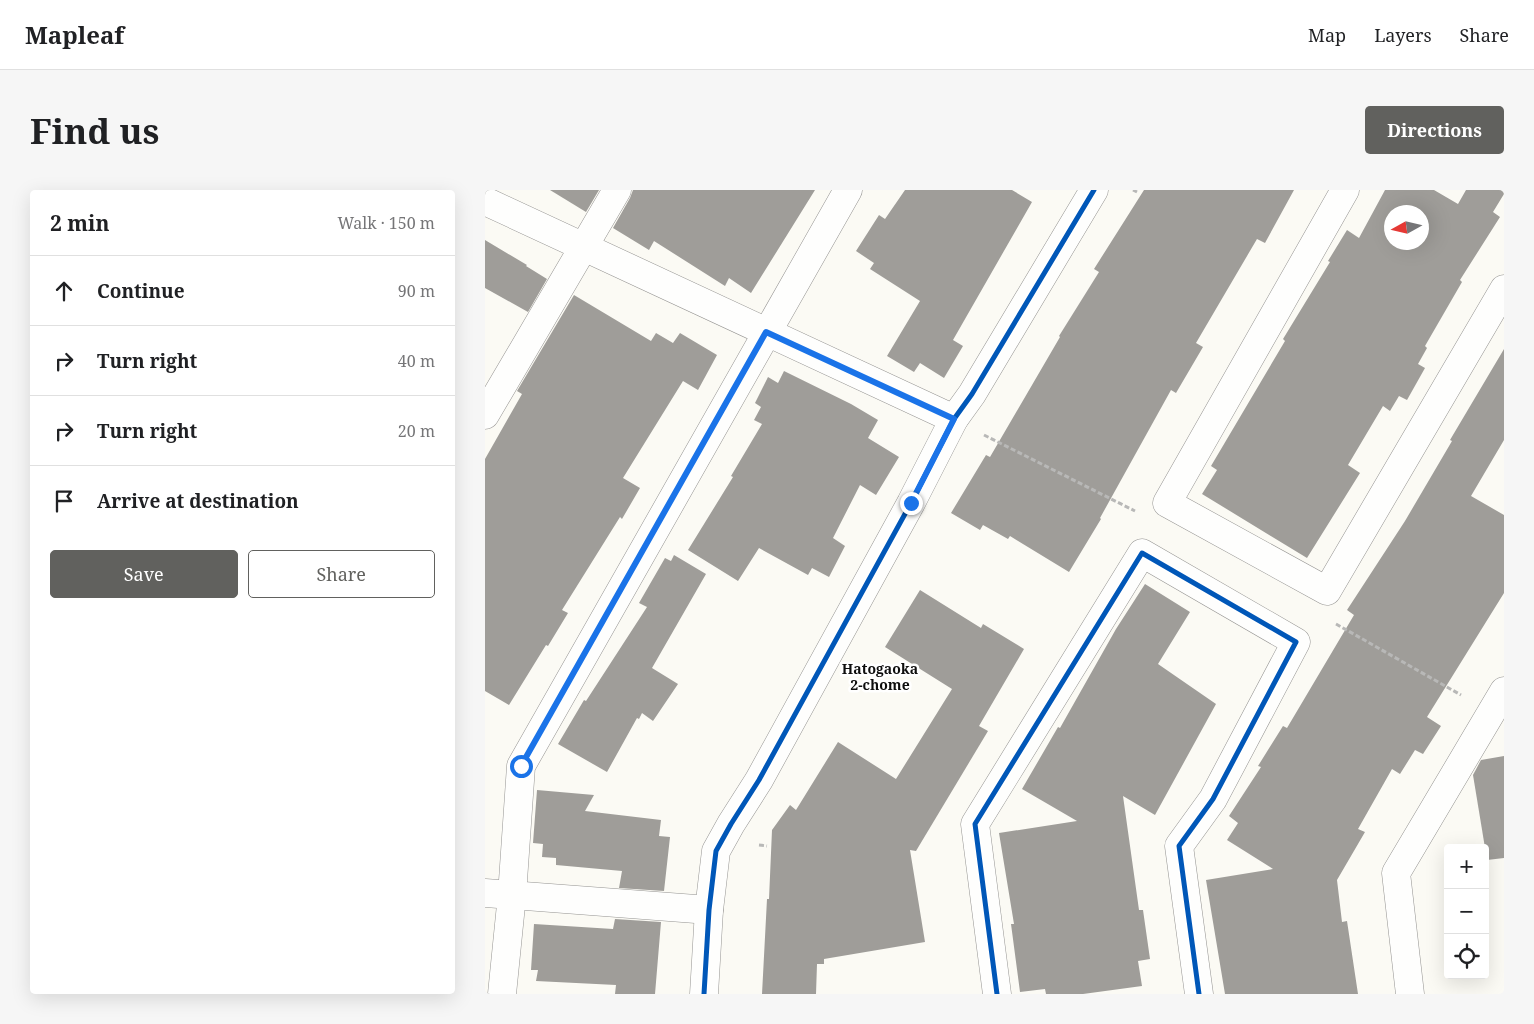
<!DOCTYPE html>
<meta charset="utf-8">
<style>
:root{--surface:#fff;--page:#f6f6f6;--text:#202124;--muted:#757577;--line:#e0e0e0;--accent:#61615e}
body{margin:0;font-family:"Noto Serif",serif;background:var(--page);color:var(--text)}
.controls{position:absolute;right:15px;bottom:15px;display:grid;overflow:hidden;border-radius:5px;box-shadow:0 5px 20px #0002}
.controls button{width:45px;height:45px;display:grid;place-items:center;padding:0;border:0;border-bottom:1px solid var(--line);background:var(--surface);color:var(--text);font:25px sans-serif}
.compass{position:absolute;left:899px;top:15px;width:45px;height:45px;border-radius:50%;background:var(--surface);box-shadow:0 5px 20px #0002;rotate:262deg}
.stop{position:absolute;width:15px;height:15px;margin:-11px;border:4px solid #1a73e8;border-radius:50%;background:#fff}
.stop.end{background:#1a73e8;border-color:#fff;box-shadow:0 1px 5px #0008}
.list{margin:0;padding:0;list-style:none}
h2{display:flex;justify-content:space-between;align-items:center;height:65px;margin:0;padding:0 20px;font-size:21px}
h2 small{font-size:16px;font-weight:400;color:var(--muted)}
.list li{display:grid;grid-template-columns:32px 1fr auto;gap:15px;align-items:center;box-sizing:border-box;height:70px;padding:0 20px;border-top:1px solid var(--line)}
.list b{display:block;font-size:19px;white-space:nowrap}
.list em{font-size:16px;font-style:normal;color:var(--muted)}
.actions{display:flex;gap:10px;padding:15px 20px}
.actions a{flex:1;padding:11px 0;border:1px solid var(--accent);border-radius:5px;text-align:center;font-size:18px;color:var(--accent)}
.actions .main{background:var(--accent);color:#fff}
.icon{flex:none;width:28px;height:28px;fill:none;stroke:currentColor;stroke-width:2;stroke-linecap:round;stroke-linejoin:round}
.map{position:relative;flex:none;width:1019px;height:804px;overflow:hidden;border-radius:5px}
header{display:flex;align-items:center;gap:30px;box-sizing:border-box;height:70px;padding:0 25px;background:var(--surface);border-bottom:1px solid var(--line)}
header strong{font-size:24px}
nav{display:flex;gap:28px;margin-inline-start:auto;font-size:18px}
.intro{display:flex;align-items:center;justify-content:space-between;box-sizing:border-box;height:120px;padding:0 30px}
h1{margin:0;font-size:35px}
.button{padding:12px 22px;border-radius:5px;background:var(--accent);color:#fff;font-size:18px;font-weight:700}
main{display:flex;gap:30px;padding:0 30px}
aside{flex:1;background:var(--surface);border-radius:5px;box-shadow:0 5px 20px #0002}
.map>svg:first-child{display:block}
.building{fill:#9f9d99;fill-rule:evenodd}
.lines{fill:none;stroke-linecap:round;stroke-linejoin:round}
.minor-casing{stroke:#959492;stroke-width:29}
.path{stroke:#b8b8b7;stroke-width:3;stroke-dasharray:5 2.5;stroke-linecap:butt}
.minor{stroke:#fefefd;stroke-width:28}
.cycleway-casing{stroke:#fff;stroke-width:8}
.cycleway{stroke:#0057b8;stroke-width:5}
.route{stroke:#1a73e8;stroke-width:6}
.labels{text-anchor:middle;stroke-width:5;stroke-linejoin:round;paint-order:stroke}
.neighbourhood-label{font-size:14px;font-weight:bold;fill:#0e0e0e;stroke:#fff}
</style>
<header>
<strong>Mapleaf</strong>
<nav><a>Map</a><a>Layers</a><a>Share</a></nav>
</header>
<div class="intro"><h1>Find us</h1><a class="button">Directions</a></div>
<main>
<aside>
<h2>2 min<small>Walk · 150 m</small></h2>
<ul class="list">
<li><svg class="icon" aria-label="ahead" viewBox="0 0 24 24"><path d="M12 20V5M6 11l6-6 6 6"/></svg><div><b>Continue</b></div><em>90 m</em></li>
<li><svg class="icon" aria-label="right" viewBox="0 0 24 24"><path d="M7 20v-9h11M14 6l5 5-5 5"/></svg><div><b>Turn right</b></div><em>40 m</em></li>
<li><svg class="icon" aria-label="right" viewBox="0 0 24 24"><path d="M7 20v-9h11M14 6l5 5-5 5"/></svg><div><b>Turn right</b></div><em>20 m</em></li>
<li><svg class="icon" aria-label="arrive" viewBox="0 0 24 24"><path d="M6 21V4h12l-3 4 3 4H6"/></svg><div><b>Arrive at destination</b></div></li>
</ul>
<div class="actions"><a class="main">Save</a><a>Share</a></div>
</aside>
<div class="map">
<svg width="1019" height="804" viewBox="0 0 1019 804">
<rect width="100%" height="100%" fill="#fbfaf4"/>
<g class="building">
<path d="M 65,0 L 114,0 L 101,22 Z"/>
<path d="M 148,0 L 330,0 L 266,103 L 244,88 L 240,96 L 169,51 L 164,60 L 128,38 L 145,8 Z"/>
<path d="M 420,0 L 527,0 L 547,12 L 468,150 L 478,156 L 459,188 L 435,173 L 429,182 L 402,166 L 435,111 L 385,79 L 389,73 L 371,61 L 394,25 L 400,29 Z"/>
<path d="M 659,0 L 809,0 L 780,53 L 772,49 L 711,153 L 718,157 L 691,203 L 686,200 L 615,328 L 616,329 L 584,382 L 525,346 L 523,349 L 498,335 L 495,340 L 466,323 L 501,265 L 505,267 L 575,147 L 574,146 L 614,82 L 609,79 Z"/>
<path d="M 900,0 L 949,0 L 973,14 L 981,0 L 1019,0 L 1019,4 L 1008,22 L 1015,27 L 975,90 L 977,92 L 940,156 L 942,158 L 933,174 L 940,178 L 922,210 L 914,206 L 905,221 L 898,216 L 863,275 L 875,283 L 822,368 L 717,304 L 732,280 L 726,276 L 800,151 L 798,149 L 845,72 L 843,71 L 862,40 L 874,48 ZM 906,22 L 936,22 L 936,52 L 906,52 Z"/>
<path d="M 0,50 L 42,75 L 41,76 L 62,89 L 43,122 L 0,98 Z"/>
<path d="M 89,105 L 166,151 L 171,143 L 188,153 L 195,143 L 232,165 L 213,200 L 198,191 L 138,288 L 155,298 L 137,329 L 135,327 L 77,420 L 83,423 L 63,456 L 61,455 L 24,515 L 0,501 L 0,269 L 37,204 L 32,201 Z"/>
<path d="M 1019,159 L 1019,250 L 986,306 L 1019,325 L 1019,403 L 942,527 L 956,536 L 938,564 L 930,560 L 915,584 L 907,579 L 873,639 L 880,642 L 852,690 L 857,732 L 862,731 L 873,804 L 740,804 L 721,690 L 788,679 L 742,650 L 753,633 L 744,626 L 776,577 L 773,576 L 798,536 L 802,538 L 869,425 L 862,420 L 920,331 L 967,251 L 965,250 Z"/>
<path d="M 299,181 L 366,214 L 393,230 L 383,248 L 414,267 L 391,305 L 375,295 L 348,348 L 360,356 L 344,387 L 327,378 L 323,385 L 274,358 L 253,391 L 203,360 L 248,287 L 246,286 L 277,234 L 269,230 L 276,217 L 270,213 L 283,187 L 293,193 Z"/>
<path d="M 189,365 L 221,384 L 167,478 L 193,494 L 168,531 L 157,523 L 154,529 L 152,528 L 122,582 L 73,554 L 99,510 L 101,511 L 162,417 L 154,413 L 180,368 L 186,371 Z"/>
<path d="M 660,394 L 705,422 L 673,474 L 731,514 L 670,625 L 638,606 L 654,720 L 658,720 L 665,769 L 653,771 L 657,796 L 598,804 L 561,804 L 560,799 L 535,802 L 526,734 L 529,734 L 514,643 L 592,631 L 537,599 L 573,537 L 575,538 L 631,439 Z"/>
<path d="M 435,400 L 496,438 L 498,434 L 539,459 L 494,536 L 503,541 L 431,661 L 425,660 L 440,752 L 339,769 L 339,774 L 332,774 L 331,804 L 277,804 L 282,709 L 284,709 L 287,640 L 305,615 L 311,620 L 353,552 L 411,589 L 467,499 L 400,457 Z"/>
<path d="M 1019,566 L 1019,668 L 1002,670 L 988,585 L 996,570 Z"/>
<path d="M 52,600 L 109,605 L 100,621 L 176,630 L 174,646 L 185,647 L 179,701 L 134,698 L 137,681 L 71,675 L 71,668 L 57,667 L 58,654 L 48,653 Z"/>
<path d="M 130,729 L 176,732 L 170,804 L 130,804 L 131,795 L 51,791 L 53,780 L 46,780 L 49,734 L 128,739 Z"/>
</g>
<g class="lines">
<g class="minor-casing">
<g id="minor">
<path d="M 860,0 L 682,313 L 842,401 L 1019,99"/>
<path d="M 0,11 L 469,229"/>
<path d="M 0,225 L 132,0"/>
<path d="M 0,703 L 224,720"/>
<path d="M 17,804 L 27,705 L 36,576 L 363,0"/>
<path d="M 219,804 L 224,720 L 231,661 L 246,634 L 274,590 L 426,313 L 469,229 L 487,204 L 609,0"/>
<path d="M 512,804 L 490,634 L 657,363 L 811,452 L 728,609 L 694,656 L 714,804"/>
<path d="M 925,804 L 911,683 L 1019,501"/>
</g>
</g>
<g class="path">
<path d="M 648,0 L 652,2"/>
<path d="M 499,245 L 650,321"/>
<path d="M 851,434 L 976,505"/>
<path d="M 274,655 L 282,656"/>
</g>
<use href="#minor" class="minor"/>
<g class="cycleway-casing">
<g id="cycleway">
<path d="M 219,804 L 224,720 L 231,661 L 246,634 L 274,590 L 426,313 L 469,229 L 487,204 L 609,0"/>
<path d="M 512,804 L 490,634 L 657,363 L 811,452 L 728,609 L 694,656 L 714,804"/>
</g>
</g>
<use href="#cycleway" class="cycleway"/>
</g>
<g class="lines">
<path class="route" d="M 36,576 L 281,142 L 469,229 L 426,313"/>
</g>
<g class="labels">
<g class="neighbourhood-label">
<text x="395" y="484">Hatogaoka<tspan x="395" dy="16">2-chome</tspan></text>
</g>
</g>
</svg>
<div class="controls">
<button>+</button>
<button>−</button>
<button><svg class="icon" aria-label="locate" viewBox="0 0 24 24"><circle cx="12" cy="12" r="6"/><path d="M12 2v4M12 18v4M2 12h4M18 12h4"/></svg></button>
</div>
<svg class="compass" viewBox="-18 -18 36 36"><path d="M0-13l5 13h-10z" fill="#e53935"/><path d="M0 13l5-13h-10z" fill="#757577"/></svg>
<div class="stop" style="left:36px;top:576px"></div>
<div class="stop end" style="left:426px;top:313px"></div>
</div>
</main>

- What needs to be done:
Once you have counted the lines of the material that include "absolute", give only that number.

- Solution to this exercise:
3